Posporno, erotismo con perspectiva de género

En tiempos de cuarentena, la autosatisfacción cobró protagonismo, ante ese panorama nos preguntamos por las diferentes producciones de contenido sexual y las ideas detrás de las mismas, así fue como llegamos al posporno.

Arte posporno. Año 2012. Foto de Maria Antonia Rodríguez y Martín Castillo Morales.

¿Qué es el posporno? es un movimiento artístico que intenta revolucionar el concepto de la pornografía tradicional por considerarla una manifestación de opresión hacia la mujer, busca realizar producciones a través de lecturas feministas, empoderantes y diversas.

Este tipo de contenido surgió en mediados de los años 80′ en Estados Unidos y en principios de los años 90′ en España, adentro del marco del movimiento queer y el transfeminismo, llegó para romper con las producciones clásicas con tinte machista.

Del mundo hispano, autores como María Llopis y Paul B. Preciado son referentes de esta experiencia erótica y feminista.

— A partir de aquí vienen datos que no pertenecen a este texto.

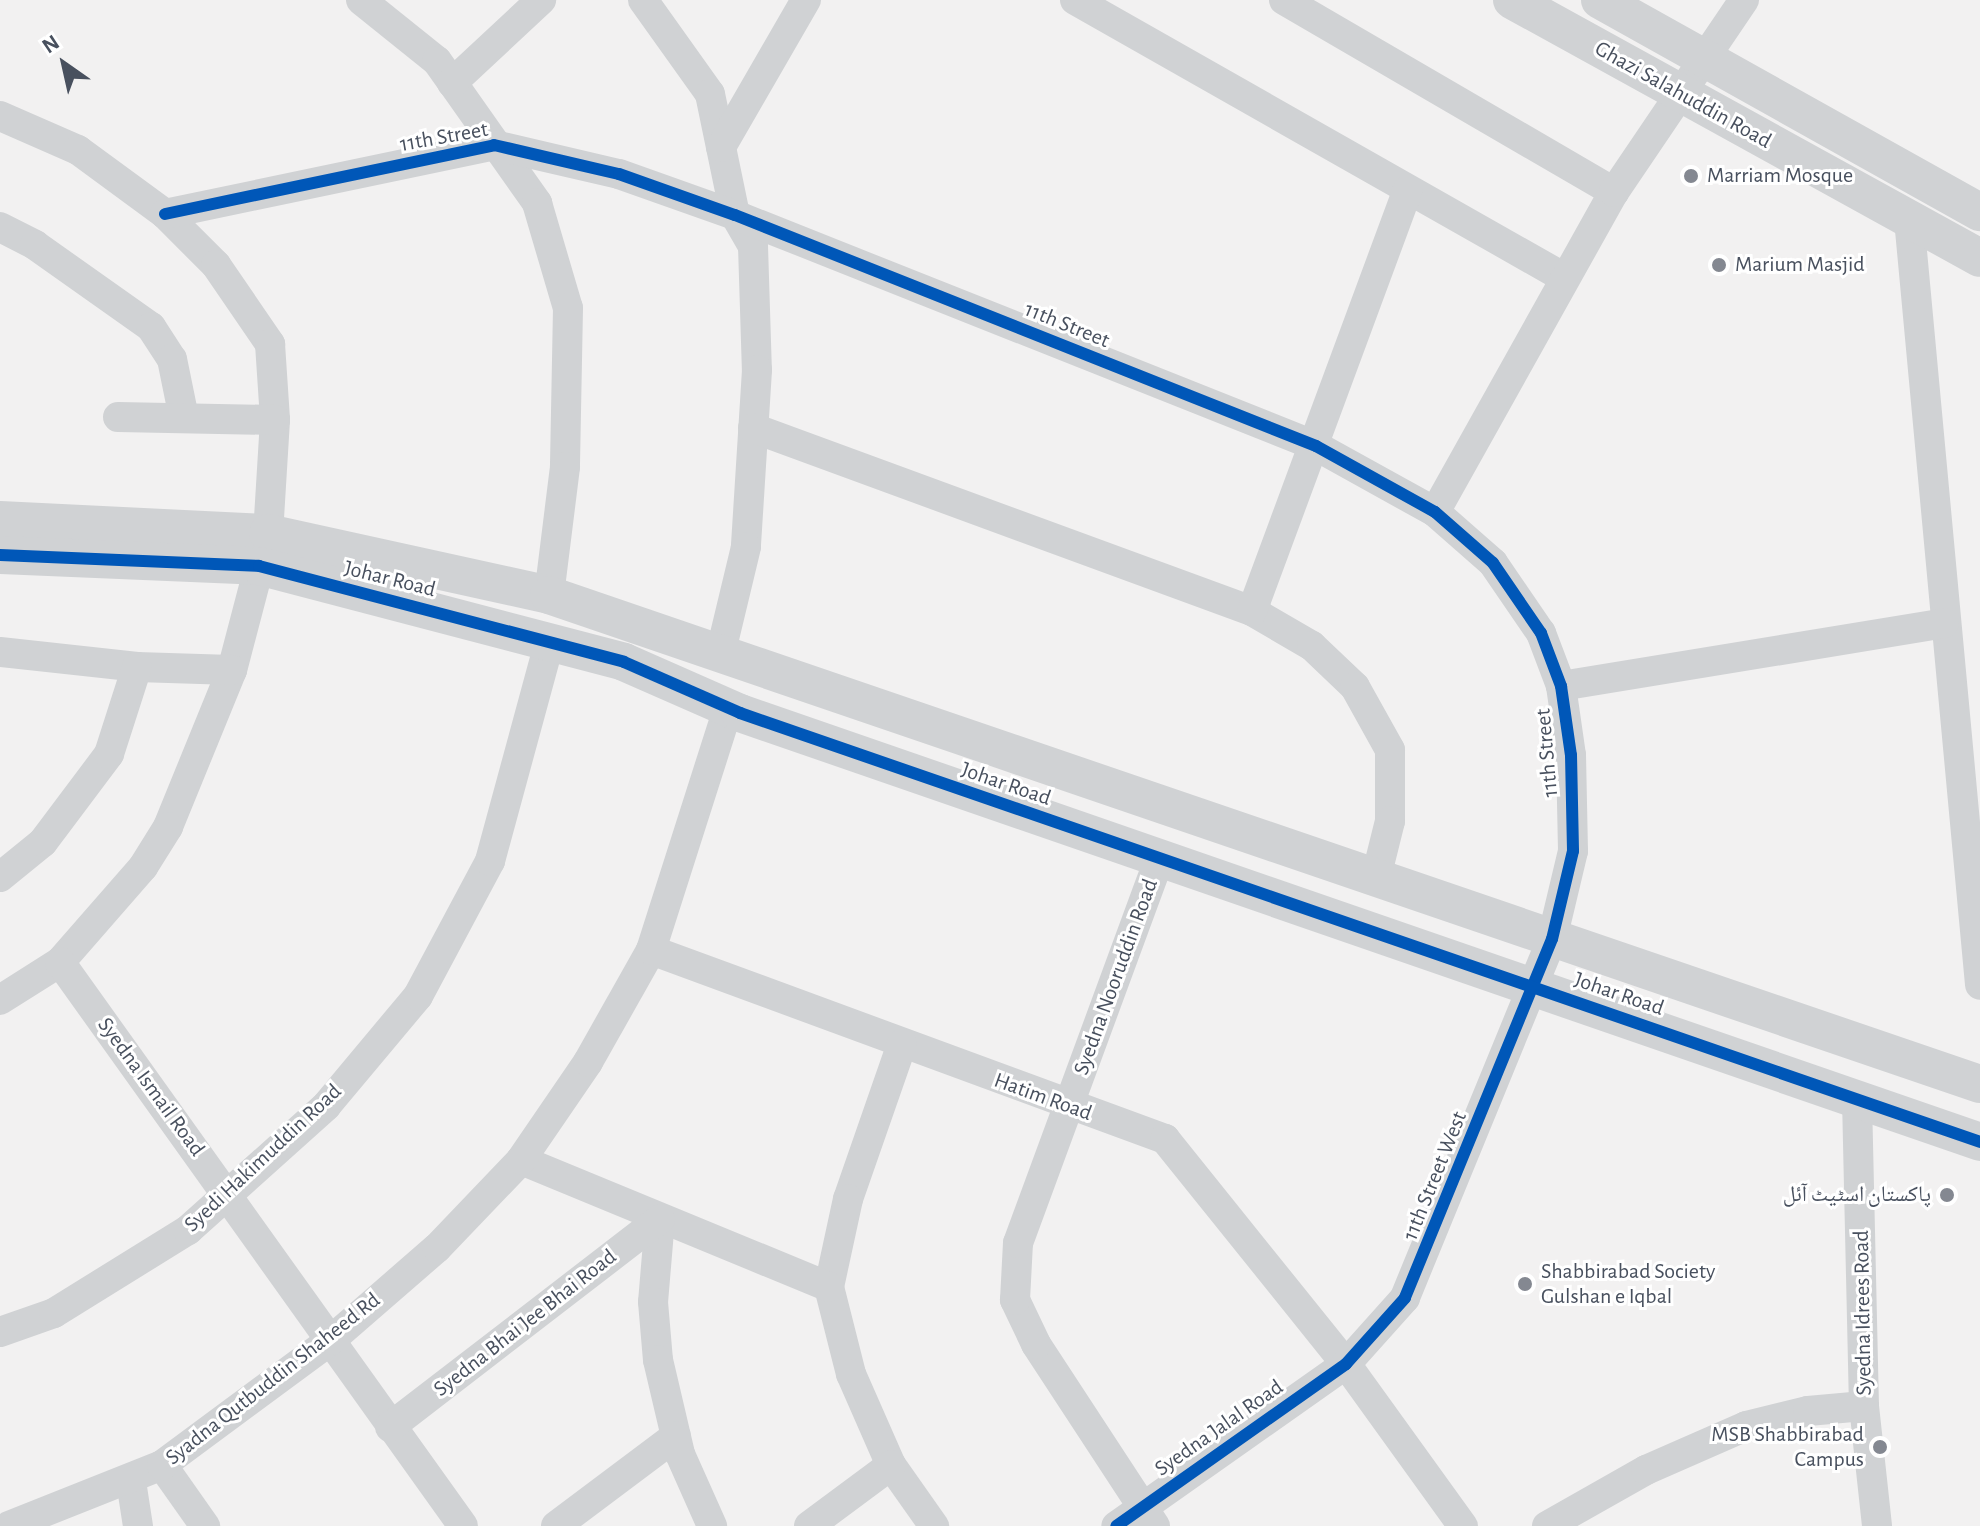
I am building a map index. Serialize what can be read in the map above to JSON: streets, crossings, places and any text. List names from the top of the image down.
{
  "streets": {
    "street": [
      "Ghazi Salahuddin Road",
      "11th Street",
      "Johar Road",
      "Syedna Nooruddin Road",
      "Syedna Ismail Road",
      "Hatim Road",
      "Syedi Hakimuddin Road",
      "11th Street West",
      "Syedna Idrees Road",
      "Syedna Bhai Jee Bhai Road",
      "Syadna Qutbuddin Shaheed Rd",
      "Syedna Jalal Road"
    ]
  },
  "crossings": [
    ["11th Street", "Johar Road"],
    ["11th Street", "11th Street West"],
    ["Johar Road", "Syedna Nooruddin Road"],
    ["Johar Road", "Syedi Hakimuddin Road"],
    ["Johar Road", "11th Street West"],
    ["Johar Road", "Syedna Idrees Road"],
    ["Johar Road", "Syadna Qutbuddin Shaheed Rd"],
    ["Syedna Nooruddin Road", "Hatim Road"],
    ["Syedna Nooruddin Road", "Syedna Jalal Road"],
    ["Syedna Ismail Road", "Syedi Hakimuddin Road"],
    ["Syedna Ismail Road", "Syedna Bhai Jee Bhai Road"],
    ["Syedna Ismail Road", "Syadna Qutbuddin Shaheed Rd"],
    ["Hatim Road", "11th Street West"],
    ["Hatim Road", "Syadna Qutbuddin Shaheed Rd"],
    ["Hatim Road", "Syedna Jalal Road"],
    ["11th Street West", "Syedna Jalal Road"]
  ],
  "places": [
    "Marriam Mosque",
    "Marium Masjid",
    "پاکستان اسٹیٹ آئل",
    "Shabbirabad Society Gulshan e Iqbal",
    "MSB Shabbirabad Campus"
  ],
  "north": "top left"
}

Agueda Bañon, junto a Llopis, crearon un blog de pornografía alternativa en el año 2002, en ese portal subían videos y reflexiones sobre la construcción de las identidades, de las fantasías y de las sexualidades.

En palabras Preciado, autor del libro Testo Yonki y el Manifiesto contrasexual, “el mejor antídoto contra la pornografía dominante no es la censura, sino la producción de representaciones alternativas de sexualidad”.

Siguiendo el párrafo anterior, quienes forman parte del posporno, consideran este tipo de contenido como un arma de combate contra los mandatos opresores reflejados en las prácticas sexuales presentes en los videos tradicionales. Una nueva forma de vincularse con el deseo sexual.